“I’ve been the first and only African American to work with my clients,” says Stephen Burks | VDF

Designer Stephen Burks discusses the lack of diversity in the design industry and explains how his early experiences with European brands led him to work with artisans in the developing world in our latest VDF x Friedman Benda talk.

“I’m trying to find a way to express my identity in some regard,” Burks told curator and historian Glenn Adamson in the latest of New York gallery Friedman Benda’s Design in Dialogue interviews that we are publishing as part of Virtual Design Festival.

“Because, as you know, international design isn’t the most diverse place. It’s been my great privilege to be the first and only African American to work with all my clients. And that’s kind of crazy. You realise that design is kind of this final frontier of culture.”

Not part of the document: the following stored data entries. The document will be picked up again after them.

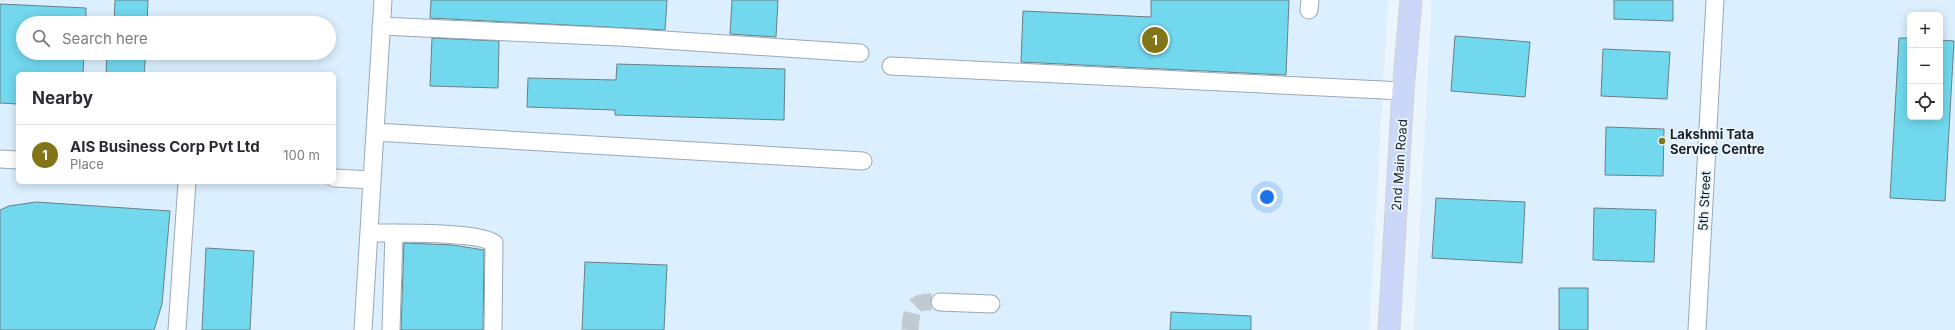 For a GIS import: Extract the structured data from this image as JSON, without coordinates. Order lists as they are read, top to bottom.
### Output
{
  "streets": {
    "main road": ["2nd Main Road"],
    "street": ["5th Street"]
  },
  "places": ["Lakshmi Tata Service Centre"],
  "page": {
    "map_buttons": ["+", "−"],
    "search": "Search here",
    "pins": "1",
    "heading": "Nearby",
    "list": [
      {
        "mark": "1",
        "name": "AIS Business Corp Pvt Ltd",
        "note": "Place",
        "value": "100 m"
      }
    ]
  }
} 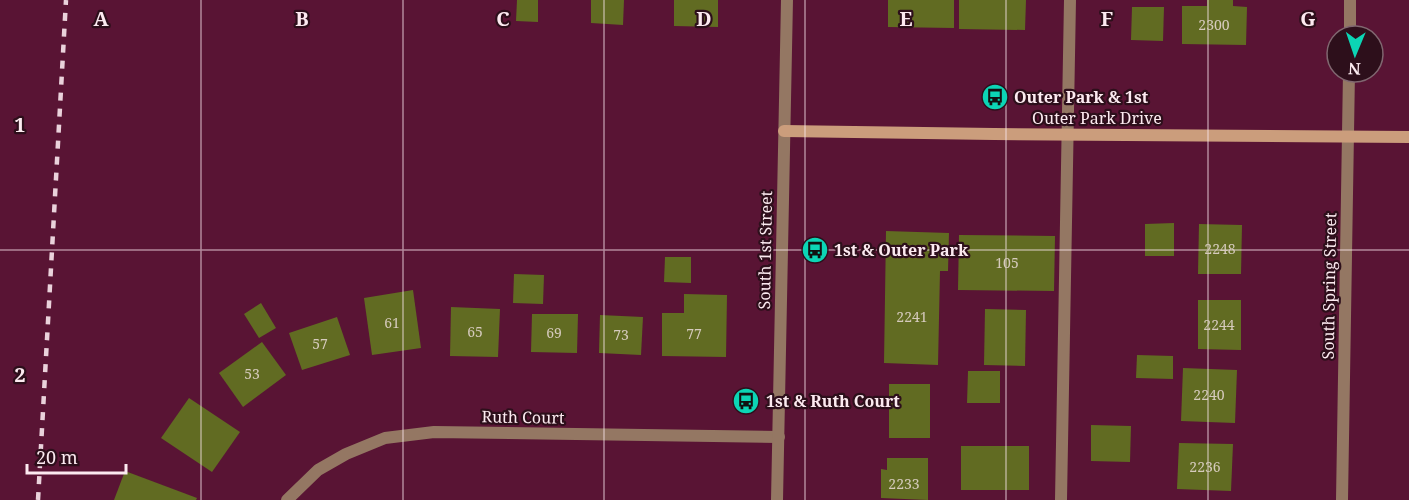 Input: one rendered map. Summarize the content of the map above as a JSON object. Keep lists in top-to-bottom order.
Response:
{
  "streets": {
    "street": [
      "Outer Park Drive",
      "South 1st Street",
      "South Spring Street",
      "Ruth Court"
    ]
  },
  "crossings": [
    ["Outer Park Drive", "South 1st Street"],
    ["Outer Park Drive", "South Spring Street"],
    ["South 1st Street", "Ruth Court"]
  ],
  "places": {
    "bus stop": ["Outer Park & 1st", "1st & Outer Park", "1st & Ruth Court"]
  },
  "house_numbers": [
    "2300",
    "2248",
    "105",
    "2241",
    "61",
    "2244",
    "65",
    "69",
    "77",
    "73",
    "57",
    "53",
    "2240",
    "2236",
    "2233"
  ],
  "scale_bar": "20 m",
  "north": "bottom",
  "grid": {
    "columns": [
      "A",
      "B",
      "C",
      "D",
      "E",
      "F",
      "G"
    ],
    "rows": ["1", "2"]
  }
}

Burks founded his New York studio, then called Readymade Projects, in 1997. His big break came in 2000, when Italian furniture brand Cappellini put his first designs into production.

“I did my first pieces for Cappellini in 2000 and that was huge and mind-blowing,” he said. “It’s hard to explain to the current generation how important that was. There were only two or three American designers working in Europe with the big companies when I started.”

According to Burks, his early experiences in Europe made him much more aware of his African heritage.

“Not only was I American, but Europe very quickly reminded me that I was African American,” he said, recounting stories of how European media compared him to a basketball player, a jazz musician and even Barack Obama.

“I hadn’t really seen myself through that lens,” he continued. “I was just there making the things that I believed in.”